§ **Problem details**: A single number is the answer here: the count of lines in the records below in which the word "direction" appears.

--- START ---

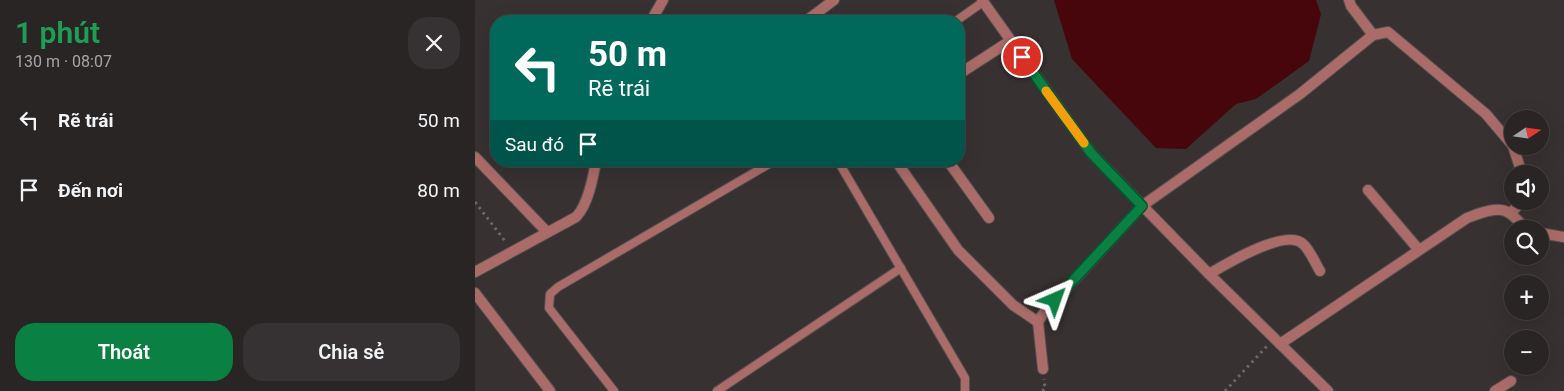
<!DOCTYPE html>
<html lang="vi">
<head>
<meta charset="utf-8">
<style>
	:root { --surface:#2a2525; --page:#363132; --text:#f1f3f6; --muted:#a5a5a7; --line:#464242; --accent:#0b8043 }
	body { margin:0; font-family:Roboto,sans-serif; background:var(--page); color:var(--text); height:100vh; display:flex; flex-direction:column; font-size:19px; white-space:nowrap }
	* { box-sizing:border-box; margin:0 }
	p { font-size:16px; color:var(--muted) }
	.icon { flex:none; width:28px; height:28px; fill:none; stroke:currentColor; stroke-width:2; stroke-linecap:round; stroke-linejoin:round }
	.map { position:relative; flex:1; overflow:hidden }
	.sheet { display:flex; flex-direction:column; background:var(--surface); width:475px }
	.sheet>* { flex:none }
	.guide { position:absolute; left:15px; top:15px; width:475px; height:152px; border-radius:20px; box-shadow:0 5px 20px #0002,0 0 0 1px var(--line); background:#00695c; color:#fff; overflow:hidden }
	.needle { width:32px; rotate:77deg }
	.tools { position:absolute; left:1029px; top:110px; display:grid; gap:10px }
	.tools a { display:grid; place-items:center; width:45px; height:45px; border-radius:50%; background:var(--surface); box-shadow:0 5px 20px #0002,0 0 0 1px var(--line); font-size:25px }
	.pin { position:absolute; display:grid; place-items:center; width:42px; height:42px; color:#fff; margin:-21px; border:2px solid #fff; border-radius:50%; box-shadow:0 1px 5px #0007 }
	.me { position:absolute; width:55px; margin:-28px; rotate:43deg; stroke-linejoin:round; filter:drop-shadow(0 0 4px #0008) }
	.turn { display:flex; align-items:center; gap:18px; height:105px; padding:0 15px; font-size:22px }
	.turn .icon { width:65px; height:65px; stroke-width:2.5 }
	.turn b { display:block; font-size:35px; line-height:42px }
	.then { display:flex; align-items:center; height:48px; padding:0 15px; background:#0003; gap:10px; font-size:19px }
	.round { display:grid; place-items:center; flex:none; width:52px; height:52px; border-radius:20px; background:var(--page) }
	.summary { display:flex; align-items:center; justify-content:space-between; height:85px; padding:0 15px }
	h1 { font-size:30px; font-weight:600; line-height:38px; color:#1e9e55 }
	.action { display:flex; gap:10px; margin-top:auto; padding:10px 15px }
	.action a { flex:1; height:58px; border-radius:20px; background:var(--accent); color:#fff; font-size:20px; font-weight:600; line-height:58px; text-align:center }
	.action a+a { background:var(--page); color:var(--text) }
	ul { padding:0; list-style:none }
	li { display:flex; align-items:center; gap:15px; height:70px; padding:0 15px }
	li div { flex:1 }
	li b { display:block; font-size:19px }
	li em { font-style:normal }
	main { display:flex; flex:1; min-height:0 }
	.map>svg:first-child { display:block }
</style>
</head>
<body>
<main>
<section class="sheet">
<div class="summary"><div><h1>1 phút</h1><p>130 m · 08:07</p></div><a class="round"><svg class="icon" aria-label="close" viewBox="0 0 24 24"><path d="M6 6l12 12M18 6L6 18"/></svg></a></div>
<ul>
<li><svg class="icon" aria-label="left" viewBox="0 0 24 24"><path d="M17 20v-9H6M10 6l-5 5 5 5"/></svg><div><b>Rẽ trái</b></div><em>50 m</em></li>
<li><svg class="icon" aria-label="arrive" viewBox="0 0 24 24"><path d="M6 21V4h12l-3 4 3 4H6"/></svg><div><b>Đến nơi</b></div><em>80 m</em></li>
</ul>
<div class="action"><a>Thoát</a><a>Chia sẻ</a></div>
</section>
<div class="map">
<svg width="1089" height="391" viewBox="0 0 1089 391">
	<rect width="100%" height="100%" fill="#383131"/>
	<!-- water -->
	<polygon fill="#47060b" points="579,0 841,0 846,14 834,61 781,99 761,104 711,149 681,148 597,59"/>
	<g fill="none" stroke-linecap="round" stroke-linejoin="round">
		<!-- service casing -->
		<g stroke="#565050" stroke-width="10">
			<g id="service">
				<polyline points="481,21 508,2"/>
				<polyline points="363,161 490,378 490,391"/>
				<polyline points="139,391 74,308 75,294 83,287 299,161"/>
				<polyline points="242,391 426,268"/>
			</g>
		</g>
		<!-- minor casing -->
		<g stroke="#565050" stroke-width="12">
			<g id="minor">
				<polyline points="507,0 616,153 734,274 853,391"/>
				<polyline points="874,0 876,6 898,35"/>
				<polyline points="176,21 188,0"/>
				<polyline points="331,21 359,0"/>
				<polyline points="484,74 535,41"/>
				<polyline points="1038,146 1047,174"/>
				<polyline points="0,157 72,232"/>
				<polyline points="421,161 483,250 538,305 563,322"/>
				<polyline points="473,161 514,218"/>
				<polyline points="893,190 944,250"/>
				<polyline points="1036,213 1047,201"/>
				<polyline points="1065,233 1089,237"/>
				<path d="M0,272L101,217C113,205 118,178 121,161"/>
				<path d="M734,274C751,264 811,228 828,244C835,250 840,263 845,271"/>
				<polyline points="0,293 75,391"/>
				<path d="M805,344L992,218C1003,214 1023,205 1034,213C1041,217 1045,224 1052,229"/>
				<polyline points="568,369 563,322 568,314 667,206 825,94 898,35 913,32 1011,114 1038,146"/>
				<polyline points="1020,391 1036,381"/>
			</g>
		</g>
		<!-- path -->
		<g stroke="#6d6767" stroke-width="3" stroke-dasharray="2.5 4" stroke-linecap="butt">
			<polyline points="0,202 30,241"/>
			<polyline points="567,391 570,389 569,379"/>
			<polyline points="750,391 792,346"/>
		</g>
		<!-- service -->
		<use href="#service" stroke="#ab6c69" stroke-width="8"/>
		<!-- minor -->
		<use href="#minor" stroke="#ab6c69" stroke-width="10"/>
	</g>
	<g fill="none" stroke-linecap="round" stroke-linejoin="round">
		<!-- route casing -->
		<g stroke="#07532c" stroke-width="12">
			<polyline id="route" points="547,57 616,153 667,206 580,300"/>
		</g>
		<!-- route -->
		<use href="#route" stroke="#0b8043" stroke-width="9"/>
		<!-- slow -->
		<polyline stroke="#f59e0b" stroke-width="9" points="571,91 609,143"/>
	</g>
</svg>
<div class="tools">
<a><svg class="needle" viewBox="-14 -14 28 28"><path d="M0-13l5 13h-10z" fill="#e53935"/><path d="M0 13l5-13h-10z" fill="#a5a5a7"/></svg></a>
<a><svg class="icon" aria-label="sound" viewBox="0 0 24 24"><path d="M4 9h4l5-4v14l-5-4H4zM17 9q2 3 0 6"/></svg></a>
<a><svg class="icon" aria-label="search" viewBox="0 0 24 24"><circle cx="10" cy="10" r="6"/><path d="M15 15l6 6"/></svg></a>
<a>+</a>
<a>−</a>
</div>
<div class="pin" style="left:547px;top:57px;background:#d93025"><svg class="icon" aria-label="arrive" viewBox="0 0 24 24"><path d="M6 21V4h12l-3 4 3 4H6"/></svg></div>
<svg class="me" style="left:580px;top:300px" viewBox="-20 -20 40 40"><path d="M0-17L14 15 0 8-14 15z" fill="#0b8043" stroke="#fff" stroke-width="4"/></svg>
<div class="guide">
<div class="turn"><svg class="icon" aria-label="left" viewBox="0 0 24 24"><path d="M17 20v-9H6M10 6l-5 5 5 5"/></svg><div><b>50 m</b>Rẽ trái</div></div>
<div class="then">Sau đó<svg class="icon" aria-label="arrive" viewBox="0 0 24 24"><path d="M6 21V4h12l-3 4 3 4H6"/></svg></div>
</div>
</div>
</main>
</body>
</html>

--- END ---

§ **Exercise output**: 2